== Data to examine

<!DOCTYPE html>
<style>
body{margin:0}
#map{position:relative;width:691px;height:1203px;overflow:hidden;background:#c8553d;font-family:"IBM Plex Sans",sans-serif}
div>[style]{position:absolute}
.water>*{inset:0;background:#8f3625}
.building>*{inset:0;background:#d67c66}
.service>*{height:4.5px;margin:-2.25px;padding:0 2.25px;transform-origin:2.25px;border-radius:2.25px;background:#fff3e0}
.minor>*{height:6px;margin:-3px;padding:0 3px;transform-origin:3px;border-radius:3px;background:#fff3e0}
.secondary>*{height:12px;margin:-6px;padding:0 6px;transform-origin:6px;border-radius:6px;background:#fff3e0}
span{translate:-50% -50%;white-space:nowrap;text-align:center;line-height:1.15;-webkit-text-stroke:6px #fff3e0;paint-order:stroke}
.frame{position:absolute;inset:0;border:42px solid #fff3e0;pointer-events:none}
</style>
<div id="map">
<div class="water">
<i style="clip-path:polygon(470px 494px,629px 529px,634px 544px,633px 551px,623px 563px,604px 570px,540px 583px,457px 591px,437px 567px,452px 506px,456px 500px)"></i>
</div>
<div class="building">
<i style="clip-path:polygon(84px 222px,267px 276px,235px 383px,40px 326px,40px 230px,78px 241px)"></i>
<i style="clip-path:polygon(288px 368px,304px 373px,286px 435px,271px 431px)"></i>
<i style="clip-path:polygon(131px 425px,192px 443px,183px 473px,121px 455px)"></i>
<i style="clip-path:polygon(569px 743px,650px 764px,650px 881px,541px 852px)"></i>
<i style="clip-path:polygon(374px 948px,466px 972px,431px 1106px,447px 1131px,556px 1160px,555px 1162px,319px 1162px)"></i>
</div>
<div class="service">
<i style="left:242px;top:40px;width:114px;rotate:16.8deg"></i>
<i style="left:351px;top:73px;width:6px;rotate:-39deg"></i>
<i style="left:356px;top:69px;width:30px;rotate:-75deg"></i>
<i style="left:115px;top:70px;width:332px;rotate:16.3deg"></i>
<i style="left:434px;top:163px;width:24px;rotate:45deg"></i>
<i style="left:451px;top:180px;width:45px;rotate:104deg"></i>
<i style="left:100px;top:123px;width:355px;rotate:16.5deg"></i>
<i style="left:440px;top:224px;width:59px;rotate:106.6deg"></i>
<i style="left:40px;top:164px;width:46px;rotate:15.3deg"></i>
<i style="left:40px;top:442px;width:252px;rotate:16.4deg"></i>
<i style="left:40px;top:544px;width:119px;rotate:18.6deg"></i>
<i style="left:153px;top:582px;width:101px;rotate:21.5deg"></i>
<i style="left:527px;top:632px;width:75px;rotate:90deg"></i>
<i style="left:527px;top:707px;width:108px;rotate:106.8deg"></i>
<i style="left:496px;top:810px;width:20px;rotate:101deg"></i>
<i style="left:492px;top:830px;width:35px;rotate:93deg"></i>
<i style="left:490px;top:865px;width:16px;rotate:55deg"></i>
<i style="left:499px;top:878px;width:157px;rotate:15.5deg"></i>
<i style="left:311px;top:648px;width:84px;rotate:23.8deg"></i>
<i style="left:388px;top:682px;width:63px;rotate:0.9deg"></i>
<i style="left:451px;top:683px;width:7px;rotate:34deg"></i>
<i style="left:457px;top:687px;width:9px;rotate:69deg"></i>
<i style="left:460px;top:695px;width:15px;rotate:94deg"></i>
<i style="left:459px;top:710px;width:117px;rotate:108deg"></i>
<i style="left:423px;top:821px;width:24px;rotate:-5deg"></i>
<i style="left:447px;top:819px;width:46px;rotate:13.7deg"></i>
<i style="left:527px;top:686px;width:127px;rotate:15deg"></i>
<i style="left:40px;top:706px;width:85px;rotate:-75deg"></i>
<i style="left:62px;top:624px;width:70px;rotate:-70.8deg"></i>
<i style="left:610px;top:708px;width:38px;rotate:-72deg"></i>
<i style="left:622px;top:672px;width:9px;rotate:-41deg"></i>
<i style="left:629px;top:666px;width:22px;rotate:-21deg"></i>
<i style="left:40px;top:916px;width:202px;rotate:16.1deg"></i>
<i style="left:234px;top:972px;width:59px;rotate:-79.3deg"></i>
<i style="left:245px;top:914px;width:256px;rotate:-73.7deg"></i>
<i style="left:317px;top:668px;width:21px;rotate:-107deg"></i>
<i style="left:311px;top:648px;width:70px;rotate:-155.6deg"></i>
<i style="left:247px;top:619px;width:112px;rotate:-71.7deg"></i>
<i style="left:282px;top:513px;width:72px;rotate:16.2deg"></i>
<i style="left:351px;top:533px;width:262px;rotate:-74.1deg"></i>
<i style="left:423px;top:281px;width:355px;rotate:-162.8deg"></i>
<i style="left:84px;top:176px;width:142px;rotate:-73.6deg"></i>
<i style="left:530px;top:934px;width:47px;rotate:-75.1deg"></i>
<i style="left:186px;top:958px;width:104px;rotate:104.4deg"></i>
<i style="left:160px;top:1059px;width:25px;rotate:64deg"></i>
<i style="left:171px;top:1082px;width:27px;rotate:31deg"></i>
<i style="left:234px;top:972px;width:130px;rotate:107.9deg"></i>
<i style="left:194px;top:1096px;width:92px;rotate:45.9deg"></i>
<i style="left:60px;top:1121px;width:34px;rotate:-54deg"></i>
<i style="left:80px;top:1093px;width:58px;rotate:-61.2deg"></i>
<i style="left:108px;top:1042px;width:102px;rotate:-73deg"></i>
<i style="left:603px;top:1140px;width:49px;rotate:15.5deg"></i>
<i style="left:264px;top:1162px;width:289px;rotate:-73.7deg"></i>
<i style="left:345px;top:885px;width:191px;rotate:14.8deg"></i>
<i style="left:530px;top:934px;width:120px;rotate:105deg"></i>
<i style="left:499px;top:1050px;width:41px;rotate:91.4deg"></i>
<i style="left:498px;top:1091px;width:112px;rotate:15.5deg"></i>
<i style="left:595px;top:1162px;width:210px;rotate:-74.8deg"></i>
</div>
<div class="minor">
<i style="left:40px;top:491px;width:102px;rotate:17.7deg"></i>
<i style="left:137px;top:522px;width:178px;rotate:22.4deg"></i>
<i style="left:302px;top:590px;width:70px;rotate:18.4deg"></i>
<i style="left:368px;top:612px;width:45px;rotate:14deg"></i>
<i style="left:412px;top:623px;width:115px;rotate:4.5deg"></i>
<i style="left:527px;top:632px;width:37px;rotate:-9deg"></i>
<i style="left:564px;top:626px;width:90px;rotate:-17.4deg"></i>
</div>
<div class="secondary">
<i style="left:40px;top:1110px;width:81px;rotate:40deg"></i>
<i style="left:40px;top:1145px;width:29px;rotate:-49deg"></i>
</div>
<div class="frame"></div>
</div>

====

> Assignment
Lines from the entries that contain the string "polygon" are what must be copied.

> Answer to the exercise
<i style="clip-path:polygon(470px 494px,629px 529px,634px 544px,633px 551px,623px 563px,604px 570px,540px 583px,457px 591px,437px 567px,452px 506px,456px 500px)"></i>
<i style="clip-path:polygon(84px 222px,267px 276px,235px 383px,40px 326px,40px 230px,78px 241px)"></i>
<i style="clip-path:polygon(288px 368px,304px 373px,286px 435px,271px 431px)"></i>
<i style="clip-path:polygon(131px 425px,192px 443px,183px 473px,121px 455px)"></i>
<i style="clip-path:polygon(569px 743px,650px 764px,650px 881px,541px 852px)"></i>
<i style="clip-path:polygon(374px 948px,466px 972px,431px 1106px,447px 1131px,556px 1160px,555px 1162px,319px 1162px)"></i>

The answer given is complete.